Re: std.stream, BOM, and deprecation

2012-10-16 Thread Charles Hixson

On 10/15/2012 10:29 AM, Steven Schveighoffer wrote:

On Sat, 13 Oct 2012 21:53:48 -0400, Charles Hixson
charleshi...@earthlink.net wrote:


If std.stream is being deprecated, what is the correct way to deal
with file BOMs. This is particularly concerning utf8 files, which I
understand to be a bit problematic, as there isn't, actually, a utf8
BOM, merely a convention which isn't a part of a standard. But the
std.stdio documentation doesn't so much as mention byte order marks
(BOMs).

If this should wait until std.io is released, then I could use
std.stream until them, but the documentation is already warning to
avoid using it.


When std.io is released, it will be fully BOM-aware by default (as long
as you use the purely D versions). The plan from my point of view is for
std.io be be a replacement backend for std.stdio, with the C version
being the default (as it must be for compatibility purposes).

-Steve
That sounds good.  All of the files I'm interested should have been 
converted to utf8 (if they weren't already), but many of them have the 
utf8 BOM (so they won't be confused with other non-unicode files).  It 
sounds like std.io will handle this in a transparent fashion.

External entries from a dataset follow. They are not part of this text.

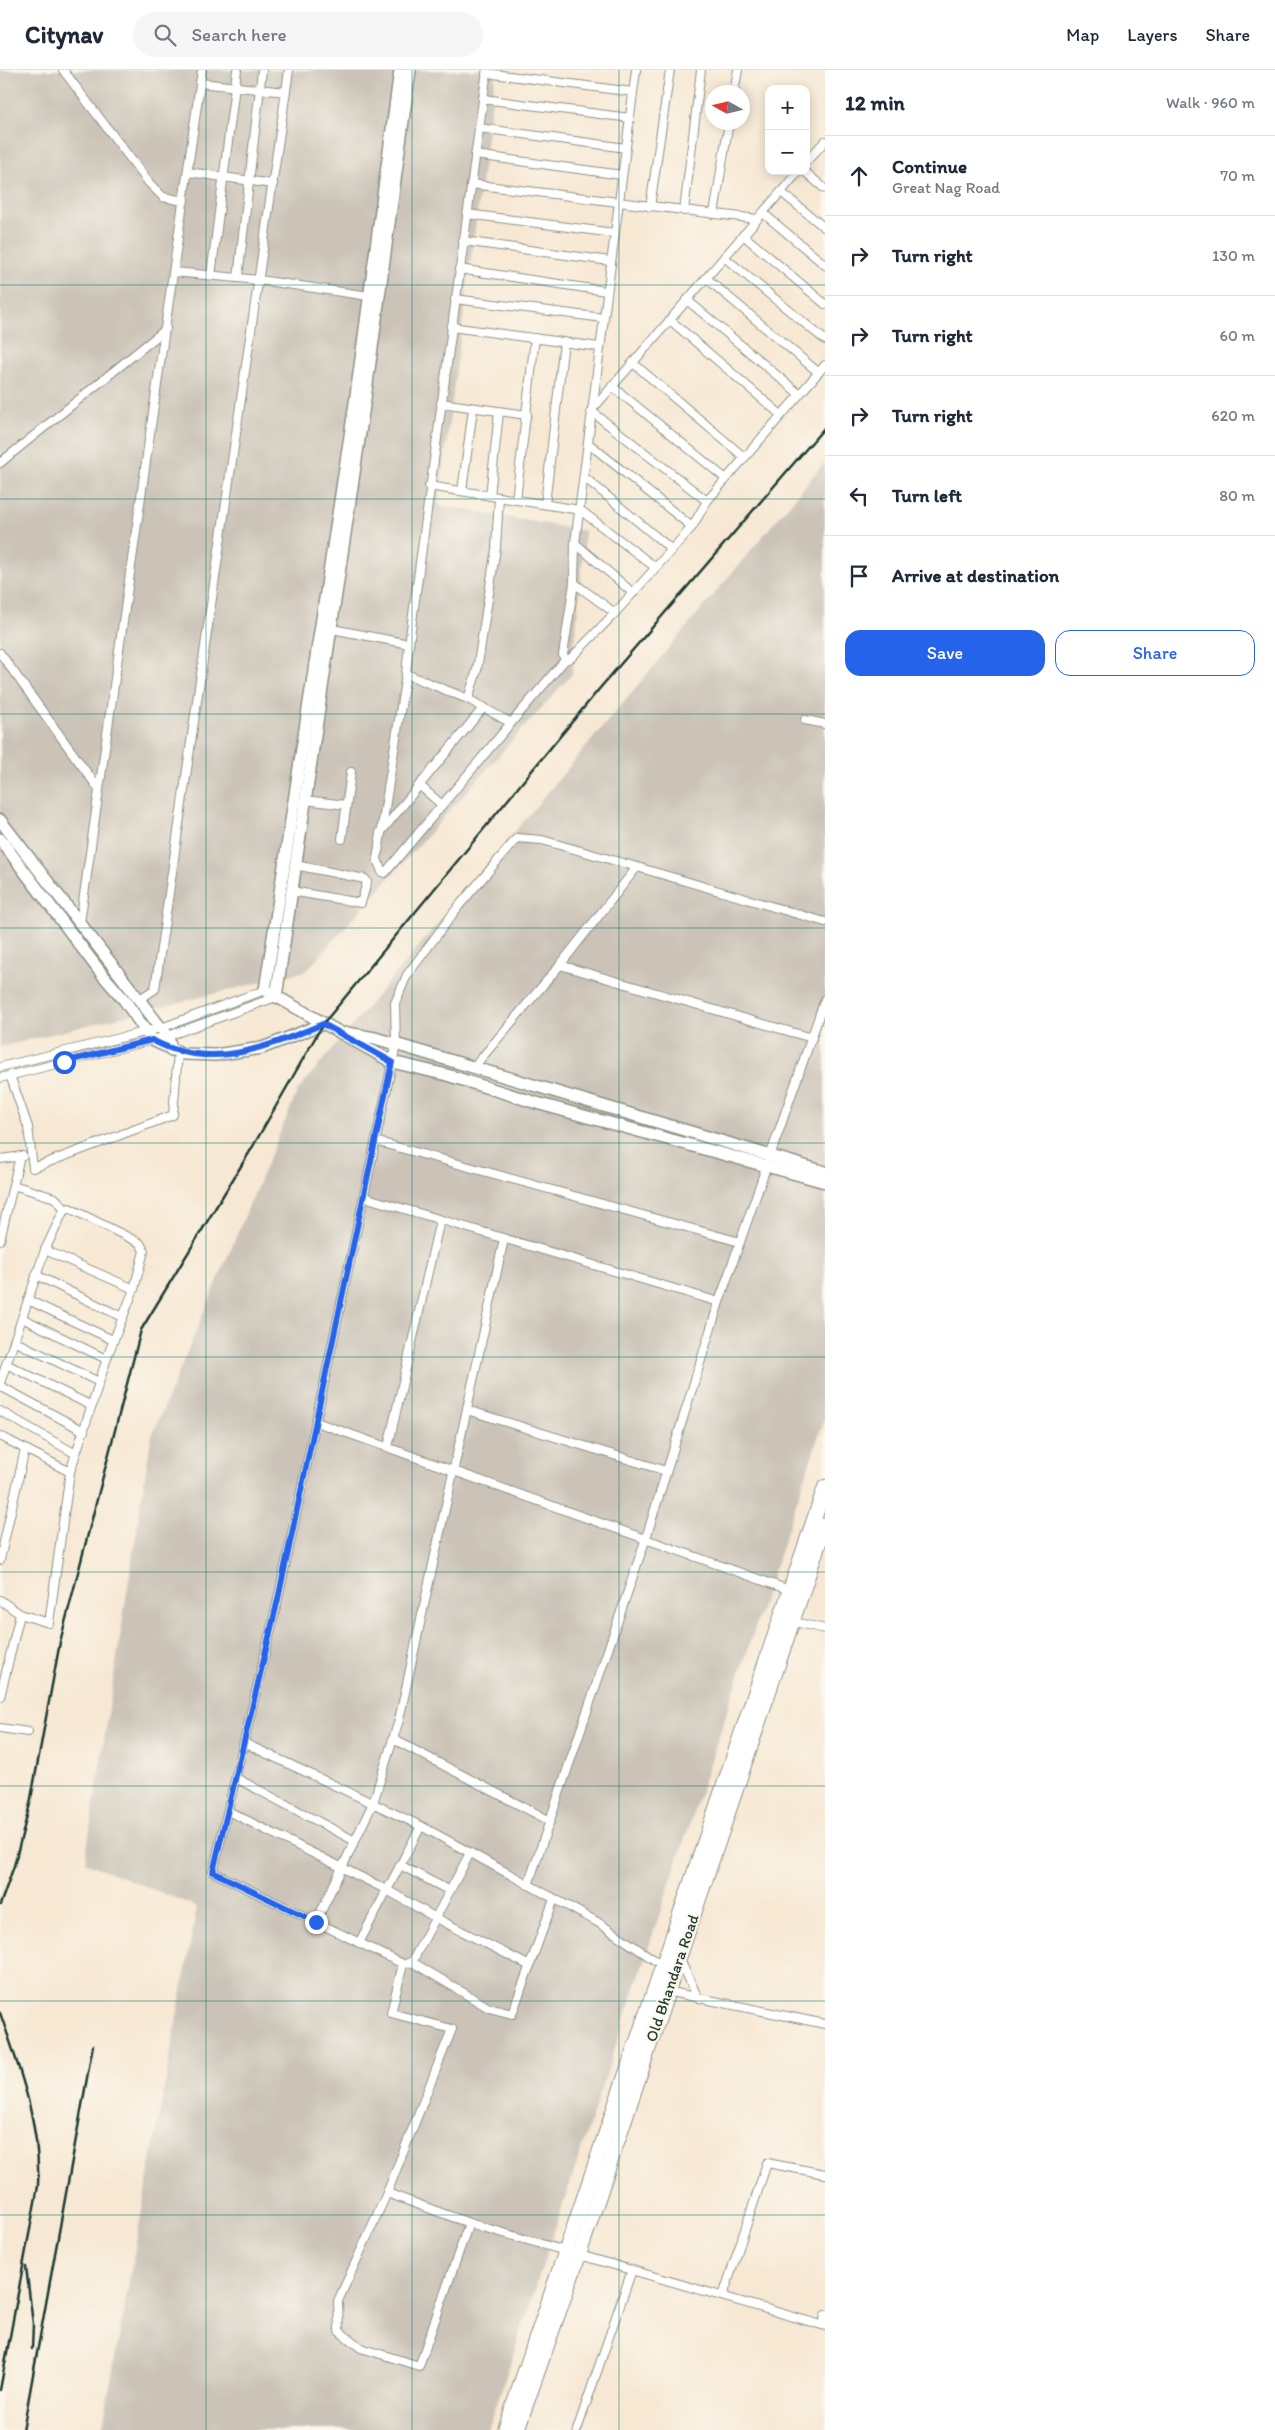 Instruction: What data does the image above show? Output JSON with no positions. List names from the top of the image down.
{
  "streets": {
    "highway": ["Old Bhandara Road"]
  },
  "north": "left",
  "page": {
    "header": "Citynav",
    "search": "Search here",
    "nav": ["Map", "Layers", "Share"],
    "heading": ["12 min", "Walk · 960 m"],
    "map_buttons": ["+", "−"],
    "list": [
      ["Continue", "Great Nag Road", "70 m"],
      ["Turn right", "130 m"],
      ["Turn right", "60 m"],
      ["Turn right", "620 m"],
      ["Turn left", "80 m"],
      "Arrive at destination"
    ],
    "buttons": ["Save", "Share"]
  }
} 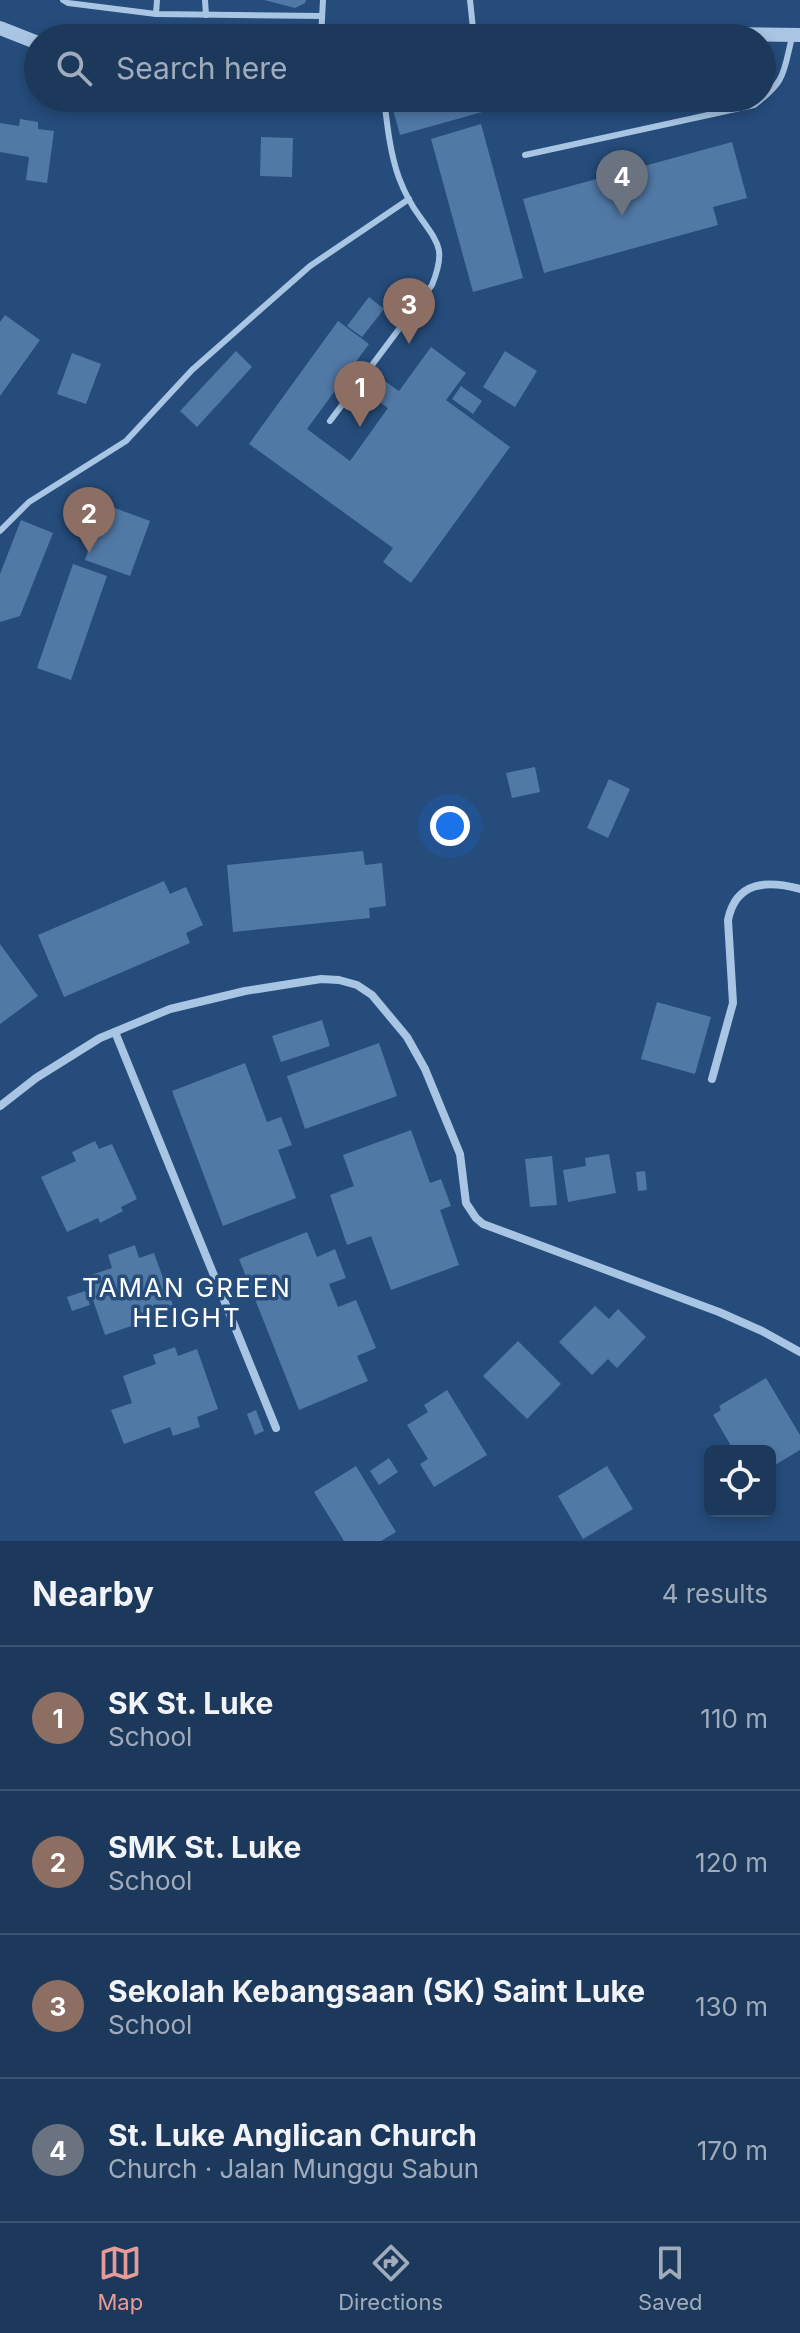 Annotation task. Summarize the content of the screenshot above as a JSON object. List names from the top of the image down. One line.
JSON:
{"districts":["TAMAN GREEN HEIGHT"],"page":{"search":"Search here","pins":["4","3","1","2"],"heading":["Nearby","4 results"],"list":[{"mark":"1","name":"SK St. Luke","note":"School","value":"110 m"},{"mark":"2","name":"SMK St. Luke","note":"School","value":"120 m"},{"mark":"3","name":"Sekolah Kebangsaan (SK) Saint Luke","note":"School","value":"130 m"},{"mark":"4","name":"St. Luke Anglican Church","note":"Church · Jalan Munggu Sabun","value":"170 m"}],"nav":["Map","Directions","Saved"]}}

Re: std.stream, BOM, and deprecation

2012-10-16 Thread Charles Hixson

On 10/14/2012 10:28 PM, Nick Sabalausky wrote:

On Sat, 13 Oct 2012 18:53:48 -0700
Charles Hixsoncharleshi...@earthlink.net  wrote:


If std.stream is being deprecated, what is the correct way to deal
with file BOMs.  This is particularly concerning utf8 files, which I
understand to be a bit problematic, as there isn't, actually, a utf8
BOM, merely a convention which isn't a part of a standard.  But the
std.stdio documentation doesn't so much as mention byte order marks
(BOMs).

If this should wait until std.io is released, then I could use
std.stream until them, but the documentation is already warning to
avoid using it.


Personally, I think it's kind of cumbersome to deal with in Phobos, so
I wrote this wrapper that I use instead, which handles everything:

https://bitbucket.org/Abscissa/semitwistdtools/src/977820d5dcb0/src/semitwist/util/io.d?at=master#cl-24

And then there's the utfConvert below it if you already have the data
in memory instead of on disk.

(Maybe I should add some range capability and make a Phobos pull
request. I don't know if it'd fly though. It uses a lot of custom
endian- and bom-related code since I found the existing endian/bom
stuff in phobos inadequate. So that stuff would have to be accepted,
and then this too, and it's usually a bit of a pain to get things
approved.)

That wrapper looks very nice, but it's a lot more than what I need.  I 
want to deal only with utf8 files, many of which have BOMs.  I *can* 
handle that by detecting the BOM and dropping it.  I don't need anything 
else.  I was merely wondering what the appropriate way to approach this 
was now that std.stream is being documented as deprecated, but no 
replacement specified.  It sounds like the appropriate response is to 
use std.stdio, and handle the BOM myself.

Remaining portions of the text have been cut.